Work to be completed.
Whenever a line in the entries below contains "stream", copy that line.

Records for this exercise.

· · · · ·

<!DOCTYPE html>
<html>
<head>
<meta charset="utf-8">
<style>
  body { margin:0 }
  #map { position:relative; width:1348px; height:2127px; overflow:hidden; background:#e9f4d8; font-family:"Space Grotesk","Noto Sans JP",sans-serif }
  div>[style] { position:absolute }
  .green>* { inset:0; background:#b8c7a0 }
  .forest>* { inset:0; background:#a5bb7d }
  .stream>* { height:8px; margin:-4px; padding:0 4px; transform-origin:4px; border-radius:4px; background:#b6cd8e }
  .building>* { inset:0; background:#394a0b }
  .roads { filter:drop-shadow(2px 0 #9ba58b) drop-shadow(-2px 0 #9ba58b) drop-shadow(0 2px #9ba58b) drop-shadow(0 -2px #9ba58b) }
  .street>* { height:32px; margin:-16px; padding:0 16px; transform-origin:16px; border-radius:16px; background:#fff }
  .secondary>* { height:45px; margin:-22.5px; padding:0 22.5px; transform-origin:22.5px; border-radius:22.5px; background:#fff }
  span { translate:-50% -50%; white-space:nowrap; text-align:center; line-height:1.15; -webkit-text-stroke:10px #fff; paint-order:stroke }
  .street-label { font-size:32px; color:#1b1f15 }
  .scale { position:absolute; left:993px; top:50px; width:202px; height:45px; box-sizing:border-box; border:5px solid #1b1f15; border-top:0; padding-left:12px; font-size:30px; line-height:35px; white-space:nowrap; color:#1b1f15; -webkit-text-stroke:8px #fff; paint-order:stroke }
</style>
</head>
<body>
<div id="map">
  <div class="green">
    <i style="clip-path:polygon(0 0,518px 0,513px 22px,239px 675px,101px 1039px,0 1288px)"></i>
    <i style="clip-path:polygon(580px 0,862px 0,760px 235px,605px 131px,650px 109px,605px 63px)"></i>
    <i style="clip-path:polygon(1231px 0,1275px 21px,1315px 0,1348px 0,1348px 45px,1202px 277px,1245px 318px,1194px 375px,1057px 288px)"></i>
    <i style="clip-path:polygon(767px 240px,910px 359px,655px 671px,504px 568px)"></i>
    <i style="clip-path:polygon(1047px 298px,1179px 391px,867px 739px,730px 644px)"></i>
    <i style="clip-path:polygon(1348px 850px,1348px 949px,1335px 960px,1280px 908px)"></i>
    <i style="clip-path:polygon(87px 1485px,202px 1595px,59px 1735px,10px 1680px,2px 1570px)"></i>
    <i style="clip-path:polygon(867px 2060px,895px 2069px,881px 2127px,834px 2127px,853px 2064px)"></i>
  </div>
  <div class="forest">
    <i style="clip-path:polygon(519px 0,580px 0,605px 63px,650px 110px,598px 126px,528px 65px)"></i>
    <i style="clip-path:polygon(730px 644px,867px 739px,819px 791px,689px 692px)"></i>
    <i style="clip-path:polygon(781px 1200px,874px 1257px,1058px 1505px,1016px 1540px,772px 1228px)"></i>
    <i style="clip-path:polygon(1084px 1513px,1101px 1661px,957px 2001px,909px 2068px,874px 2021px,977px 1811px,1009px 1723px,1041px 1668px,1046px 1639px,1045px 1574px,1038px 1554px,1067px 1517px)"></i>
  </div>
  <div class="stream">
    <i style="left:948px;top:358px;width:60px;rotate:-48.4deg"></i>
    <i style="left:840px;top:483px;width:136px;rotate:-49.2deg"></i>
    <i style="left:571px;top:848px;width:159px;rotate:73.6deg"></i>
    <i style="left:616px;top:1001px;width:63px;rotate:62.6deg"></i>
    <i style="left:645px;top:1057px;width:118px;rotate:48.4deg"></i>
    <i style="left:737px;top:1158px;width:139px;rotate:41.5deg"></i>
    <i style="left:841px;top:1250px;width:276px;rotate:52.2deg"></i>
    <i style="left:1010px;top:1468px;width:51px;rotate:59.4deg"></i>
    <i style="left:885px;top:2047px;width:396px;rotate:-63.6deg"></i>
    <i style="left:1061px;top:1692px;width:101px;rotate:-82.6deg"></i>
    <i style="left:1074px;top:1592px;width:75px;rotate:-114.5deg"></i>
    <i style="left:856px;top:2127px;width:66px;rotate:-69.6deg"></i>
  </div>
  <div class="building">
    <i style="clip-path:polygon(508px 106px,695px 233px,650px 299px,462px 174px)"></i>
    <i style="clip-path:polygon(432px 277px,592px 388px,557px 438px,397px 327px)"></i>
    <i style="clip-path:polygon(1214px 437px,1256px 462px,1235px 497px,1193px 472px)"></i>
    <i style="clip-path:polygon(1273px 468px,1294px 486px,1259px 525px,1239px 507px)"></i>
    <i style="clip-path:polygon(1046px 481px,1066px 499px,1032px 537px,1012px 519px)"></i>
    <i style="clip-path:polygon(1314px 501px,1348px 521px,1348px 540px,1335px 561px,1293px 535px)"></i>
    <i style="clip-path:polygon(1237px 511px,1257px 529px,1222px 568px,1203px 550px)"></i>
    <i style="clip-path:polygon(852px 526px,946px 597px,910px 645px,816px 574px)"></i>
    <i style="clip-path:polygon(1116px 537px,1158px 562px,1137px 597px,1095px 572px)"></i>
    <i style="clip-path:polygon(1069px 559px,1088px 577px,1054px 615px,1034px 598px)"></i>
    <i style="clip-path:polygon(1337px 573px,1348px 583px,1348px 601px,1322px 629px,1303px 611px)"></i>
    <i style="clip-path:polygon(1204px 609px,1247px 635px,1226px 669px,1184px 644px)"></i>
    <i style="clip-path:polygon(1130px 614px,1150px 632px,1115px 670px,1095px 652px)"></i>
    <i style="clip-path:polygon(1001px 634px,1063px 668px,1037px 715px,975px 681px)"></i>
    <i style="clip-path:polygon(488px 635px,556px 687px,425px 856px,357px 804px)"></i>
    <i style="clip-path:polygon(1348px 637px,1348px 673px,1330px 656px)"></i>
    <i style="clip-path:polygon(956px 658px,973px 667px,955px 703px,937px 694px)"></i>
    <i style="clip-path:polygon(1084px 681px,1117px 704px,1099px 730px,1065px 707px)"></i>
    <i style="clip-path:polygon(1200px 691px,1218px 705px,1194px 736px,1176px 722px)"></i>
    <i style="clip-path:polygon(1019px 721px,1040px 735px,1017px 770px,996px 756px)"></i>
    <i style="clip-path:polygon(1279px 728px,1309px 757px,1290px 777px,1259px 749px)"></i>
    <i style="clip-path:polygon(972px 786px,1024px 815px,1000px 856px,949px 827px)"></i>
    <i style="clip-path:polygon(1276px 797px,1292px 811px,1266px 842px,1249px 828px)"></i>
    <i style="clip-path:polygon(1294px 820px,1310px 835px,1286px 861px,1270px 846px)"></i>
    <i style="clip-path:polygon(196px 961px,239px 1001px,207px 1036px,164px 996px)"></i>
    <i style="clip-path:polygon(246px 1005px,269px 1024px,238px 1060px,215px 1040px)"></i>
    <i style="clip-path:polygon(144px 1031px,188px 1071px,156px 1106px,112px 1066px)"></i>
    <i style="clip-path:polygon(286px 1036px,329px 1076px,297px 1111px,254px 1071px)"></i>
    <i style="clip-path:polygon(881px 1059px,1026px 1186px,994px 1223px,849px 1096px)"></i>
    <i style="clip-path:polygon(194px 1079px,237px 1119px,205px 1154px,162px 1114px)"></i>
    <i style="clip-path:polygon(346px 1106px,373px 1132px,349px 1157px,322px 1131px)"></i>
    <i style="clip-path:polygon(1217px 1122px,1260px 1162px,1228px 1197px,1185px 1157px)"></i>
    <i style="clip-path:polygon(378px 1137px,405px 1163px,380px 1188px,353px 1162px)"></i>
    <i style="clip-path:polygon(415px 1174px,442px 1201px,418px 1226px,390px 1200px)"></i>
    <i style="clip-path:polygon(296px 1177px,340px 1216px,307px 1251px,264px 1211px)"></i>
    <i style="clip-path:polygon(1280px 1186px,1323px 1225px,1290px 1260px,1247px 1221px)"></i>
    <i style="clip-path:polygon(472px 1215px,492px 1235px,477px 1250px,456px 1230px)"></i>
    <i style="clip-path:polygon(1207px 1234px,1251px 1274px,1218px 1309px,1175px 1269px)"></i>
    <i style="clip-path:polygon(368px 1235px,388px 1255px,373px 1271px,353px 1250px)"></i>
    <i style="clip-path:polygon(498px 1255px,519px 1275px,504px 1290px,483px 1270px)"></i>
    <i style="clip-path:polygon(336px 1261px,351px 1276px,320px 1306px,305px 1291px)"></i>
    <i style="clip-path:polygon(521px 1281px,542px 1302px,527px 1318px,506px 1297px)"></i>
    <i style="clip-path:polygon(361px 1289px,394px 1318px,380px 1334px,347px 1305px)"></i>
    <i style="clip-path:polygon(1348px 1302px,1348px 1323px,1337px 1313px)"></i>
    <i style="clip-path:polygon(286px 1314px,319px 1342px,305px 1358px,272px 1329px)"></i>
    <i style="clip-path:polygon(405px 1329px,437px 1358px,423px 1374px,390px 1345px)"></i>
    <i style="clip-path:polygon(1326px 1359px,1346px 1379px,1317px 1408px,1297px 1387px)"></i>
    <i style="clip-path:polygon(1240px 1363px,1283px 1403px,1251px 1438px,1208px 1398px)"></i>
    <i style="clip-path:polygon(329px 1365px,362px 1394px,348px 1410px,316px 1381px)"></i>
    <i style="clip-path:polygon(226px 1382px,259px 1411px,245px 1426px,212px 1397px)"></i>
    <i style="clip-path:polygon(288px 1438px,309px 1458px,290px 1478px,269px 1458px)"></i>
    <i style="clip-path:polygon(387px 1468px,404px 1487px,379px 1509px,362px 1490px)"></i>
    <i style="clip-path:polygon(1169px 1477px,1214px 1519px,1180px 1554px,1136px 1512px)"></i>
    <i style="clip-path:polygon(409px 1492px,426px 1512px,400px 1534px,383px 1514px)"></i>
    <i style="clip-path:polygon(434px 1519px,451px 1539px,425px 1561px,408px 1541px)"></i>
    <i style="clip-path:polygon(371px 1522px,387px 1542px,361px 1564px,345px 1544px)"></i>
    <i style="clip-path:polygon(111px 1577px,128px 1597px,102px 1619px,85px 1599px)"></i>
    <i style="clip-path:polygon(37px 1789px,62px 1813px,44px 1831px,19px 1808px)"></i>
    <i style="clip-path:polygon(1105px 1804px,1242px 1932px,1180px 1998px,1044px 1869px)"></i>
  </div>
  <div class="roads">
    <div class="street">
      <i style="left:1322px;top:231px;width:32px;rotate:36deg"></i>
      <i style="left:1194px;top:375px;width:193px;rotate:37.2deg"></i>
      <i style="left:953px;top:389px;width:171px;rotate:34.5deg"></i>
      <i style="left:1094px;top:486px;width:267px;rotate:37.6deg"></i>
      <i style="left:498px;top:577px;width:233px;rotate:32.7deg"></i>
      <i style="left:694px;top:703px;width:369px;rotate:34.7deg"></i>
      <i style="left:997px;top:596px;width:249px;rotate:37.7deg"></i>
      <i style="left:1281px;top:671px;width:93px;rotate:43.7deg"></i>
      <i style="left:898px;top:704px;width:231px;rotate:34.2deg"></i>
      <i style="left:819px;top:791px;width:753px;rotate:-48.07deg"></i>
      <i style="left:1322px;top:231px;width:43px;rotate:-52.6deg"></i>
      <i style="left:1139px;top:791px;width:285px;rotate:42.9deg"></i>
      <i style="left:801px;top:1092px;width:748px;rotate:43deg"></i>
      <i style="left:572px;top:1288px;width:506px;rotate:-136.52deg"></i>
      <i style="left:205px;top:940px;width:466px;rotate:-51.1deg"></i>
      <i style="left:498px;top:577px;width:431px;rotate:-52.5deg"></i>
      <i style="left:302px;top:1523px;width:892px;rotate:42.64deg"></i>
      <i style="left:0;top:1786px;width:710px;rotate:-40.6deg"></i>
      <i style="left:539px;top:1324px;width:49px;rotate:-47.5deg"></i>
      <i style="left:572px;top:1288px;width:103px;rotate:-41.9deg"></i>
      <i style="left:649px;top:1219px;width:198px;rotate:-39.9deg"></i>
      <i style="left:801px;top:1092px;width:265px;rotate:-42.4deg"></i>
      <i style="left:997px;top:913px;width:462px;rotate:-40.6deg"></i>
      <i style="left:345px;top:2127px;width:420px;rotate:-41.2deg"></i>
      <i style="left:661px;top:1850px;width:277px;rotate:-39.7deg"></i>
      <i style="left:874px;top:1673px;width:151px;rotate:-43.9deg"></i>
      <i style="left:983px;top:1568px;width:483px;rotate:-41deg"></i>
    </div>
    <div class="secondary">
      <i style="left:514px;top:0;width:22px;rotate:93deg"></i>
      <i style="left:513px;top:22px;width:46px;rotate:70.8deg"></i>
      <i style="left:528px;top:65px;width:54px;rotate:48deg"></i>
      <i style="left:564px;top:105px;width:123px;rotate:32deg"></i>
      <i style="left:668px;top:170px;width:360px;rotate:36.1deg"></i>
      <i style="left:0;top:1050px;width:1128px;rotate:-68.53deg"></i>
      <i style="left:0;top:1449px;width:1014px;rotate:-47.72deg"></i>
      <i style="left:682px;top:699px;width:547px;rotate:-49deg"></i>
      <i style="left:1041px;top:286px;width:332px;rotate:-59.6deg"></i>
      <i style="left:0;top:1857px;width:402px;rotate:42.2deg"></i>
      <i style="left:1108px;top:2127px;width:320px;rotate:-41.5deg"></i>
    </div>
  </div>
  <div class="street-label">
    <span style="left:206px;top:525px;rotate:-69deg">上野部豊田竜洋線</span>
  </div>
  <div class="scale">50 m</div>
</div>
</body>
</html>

· · · · ·

Your solution.
  .stream>* { height:8px; margin:-4px; padding:0 4px; transform-origin:4px; border-radius:4px; background:#b6cd8e }
  <div class="stream">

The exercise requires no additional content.